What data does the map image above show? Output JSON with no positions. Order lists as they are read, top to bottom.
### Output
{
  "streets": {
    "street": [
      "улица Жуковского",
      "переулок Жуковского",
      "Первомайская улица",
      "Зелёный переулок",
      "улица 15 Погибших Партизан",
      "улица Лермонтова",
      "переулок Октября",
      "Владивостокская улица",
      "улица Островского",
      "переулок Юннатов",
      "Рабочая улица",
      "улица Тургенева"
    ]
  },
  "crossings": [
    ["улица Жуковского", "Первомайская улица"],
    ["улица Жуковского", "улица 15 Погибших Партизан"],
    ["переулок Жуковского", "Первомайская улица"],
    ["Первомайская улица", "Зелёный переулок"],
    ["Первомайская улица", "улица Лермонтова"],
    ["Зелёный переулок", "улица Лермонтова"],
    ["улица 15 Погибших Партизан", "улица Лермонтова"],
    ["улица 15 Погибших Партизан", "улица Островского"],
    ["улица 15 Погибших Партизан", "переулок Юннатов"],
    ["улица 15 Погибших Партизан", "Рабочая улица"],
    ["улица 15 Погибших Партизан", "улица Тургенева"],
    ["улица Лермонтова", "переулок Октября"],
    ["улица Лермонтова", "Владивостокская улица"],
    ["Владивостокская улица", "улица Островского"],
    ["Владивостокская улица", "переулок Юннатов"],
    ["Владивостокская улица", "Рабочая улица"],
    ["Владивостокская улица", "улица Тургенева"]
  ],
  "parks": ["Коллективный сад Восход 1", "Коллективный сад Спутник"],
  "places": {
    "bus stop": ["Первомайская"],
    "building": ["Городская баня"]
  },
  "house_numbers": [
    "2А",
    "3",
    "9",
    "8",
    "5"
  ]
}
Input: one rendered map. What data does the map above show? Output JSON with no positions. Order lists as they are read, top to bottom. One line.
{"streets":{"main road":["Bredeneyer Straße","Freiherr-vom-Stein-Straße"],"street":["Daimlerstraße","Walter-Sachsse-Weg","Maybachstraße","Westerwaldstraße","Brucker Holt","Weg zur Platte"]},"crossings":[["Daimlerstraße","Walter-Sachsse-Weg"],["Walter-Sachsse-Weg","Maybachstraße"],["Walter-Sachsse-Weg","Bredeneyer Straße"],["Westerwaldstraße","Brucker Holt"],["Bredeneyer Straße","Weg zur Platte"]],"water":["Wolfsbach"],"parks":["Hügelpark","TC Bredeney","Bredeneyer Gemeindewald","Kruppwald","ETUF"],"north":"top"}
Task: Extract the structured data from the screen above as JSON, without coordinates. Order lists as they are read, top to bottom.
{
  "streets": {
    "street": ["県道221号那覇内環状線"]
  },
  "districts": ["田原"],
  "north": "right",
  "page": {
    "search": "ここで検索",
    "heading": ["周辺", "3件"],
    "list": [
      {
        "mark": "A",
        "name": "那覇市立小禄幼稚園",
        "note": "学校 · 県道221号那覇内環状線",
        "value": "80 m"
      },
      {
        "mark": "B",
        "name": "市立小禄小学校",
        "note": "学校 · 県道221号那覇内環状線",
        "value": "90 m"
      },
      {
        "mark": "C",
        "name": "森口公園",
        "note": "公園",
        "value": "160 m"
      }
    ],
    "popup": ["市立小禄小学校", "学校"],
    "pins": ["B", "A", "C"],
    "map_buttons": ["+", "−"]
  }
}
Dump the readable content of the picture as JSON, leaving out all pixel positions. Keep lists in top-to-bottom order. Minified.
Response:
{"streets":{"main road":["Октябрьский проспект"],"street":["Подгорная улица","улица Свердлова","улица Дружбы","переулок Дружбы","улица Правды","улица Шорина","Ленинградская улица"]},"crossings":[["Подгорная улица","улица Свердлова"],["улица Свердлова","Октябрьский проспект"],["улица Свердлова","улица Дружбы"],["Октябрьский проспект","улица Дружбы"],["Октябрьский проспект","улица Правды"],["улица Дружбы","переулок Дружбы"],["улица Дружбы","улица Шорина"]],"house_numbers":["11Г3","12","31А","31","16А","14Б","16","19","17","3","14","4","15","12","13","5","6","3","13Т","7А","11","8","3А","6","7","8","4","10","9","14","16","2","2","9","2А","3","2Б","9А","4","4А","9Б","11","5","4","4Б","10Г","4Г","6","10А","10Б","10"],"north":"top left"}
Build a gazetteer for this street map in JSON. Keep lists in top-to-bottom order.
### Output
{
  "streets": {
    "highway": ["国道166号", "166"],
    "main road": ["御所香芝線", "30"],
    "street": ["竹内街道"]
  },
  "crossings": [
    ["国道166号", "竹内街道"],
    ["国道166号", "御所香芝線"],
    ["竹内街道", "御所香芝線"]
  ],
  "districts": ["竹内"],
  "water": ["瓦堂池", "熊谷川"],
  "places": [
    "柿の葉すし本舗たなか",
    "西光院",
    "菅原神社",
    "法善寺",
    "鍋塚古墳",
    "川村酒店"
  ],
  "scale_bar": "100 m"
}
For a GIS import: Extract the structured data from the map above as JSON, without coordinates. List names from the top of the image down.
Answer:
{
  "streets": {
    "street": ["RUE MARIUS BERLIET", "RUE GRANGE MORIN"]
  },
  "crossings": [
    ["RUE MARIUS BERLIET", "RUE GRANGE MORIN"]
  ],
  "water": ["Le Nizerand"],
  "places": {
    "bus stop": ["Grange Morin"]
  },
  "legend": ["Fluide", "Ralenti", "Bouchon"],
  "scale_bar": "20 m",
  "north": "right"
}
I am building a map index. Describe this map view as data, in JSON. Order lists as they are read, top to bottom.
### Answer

==============================

An exact copy of the lines from the one containing "For a GIS import: Extract" through the end of the data above is the whole answer.

## Answer for the task:
For a GIS import: Extract the structured data from the map above as JSON, without coordinates. List names from the top of the image down.
Answer:
{
  "streets": {
    "street": ["RUE MARIUS BERLIET", "RUE GRANGE MORIN"]
  },
  "crossings": [
    ["RUE MARIUS BERLIET", "RUE GRANGE MORIN"]
  ],
  "water": ["Le Nizerand"],
  "places": {
    "bus stop": ["Grange Morin"]
  },
  "legend": ["Fluide", "Ralenti", "Bouchon"],
  "scale_bar": "20 m",
  "north": "right"
}
I am building a map index. Describe this map view as data, in JSON. Order lists as they are read, top to bottom.
### Answer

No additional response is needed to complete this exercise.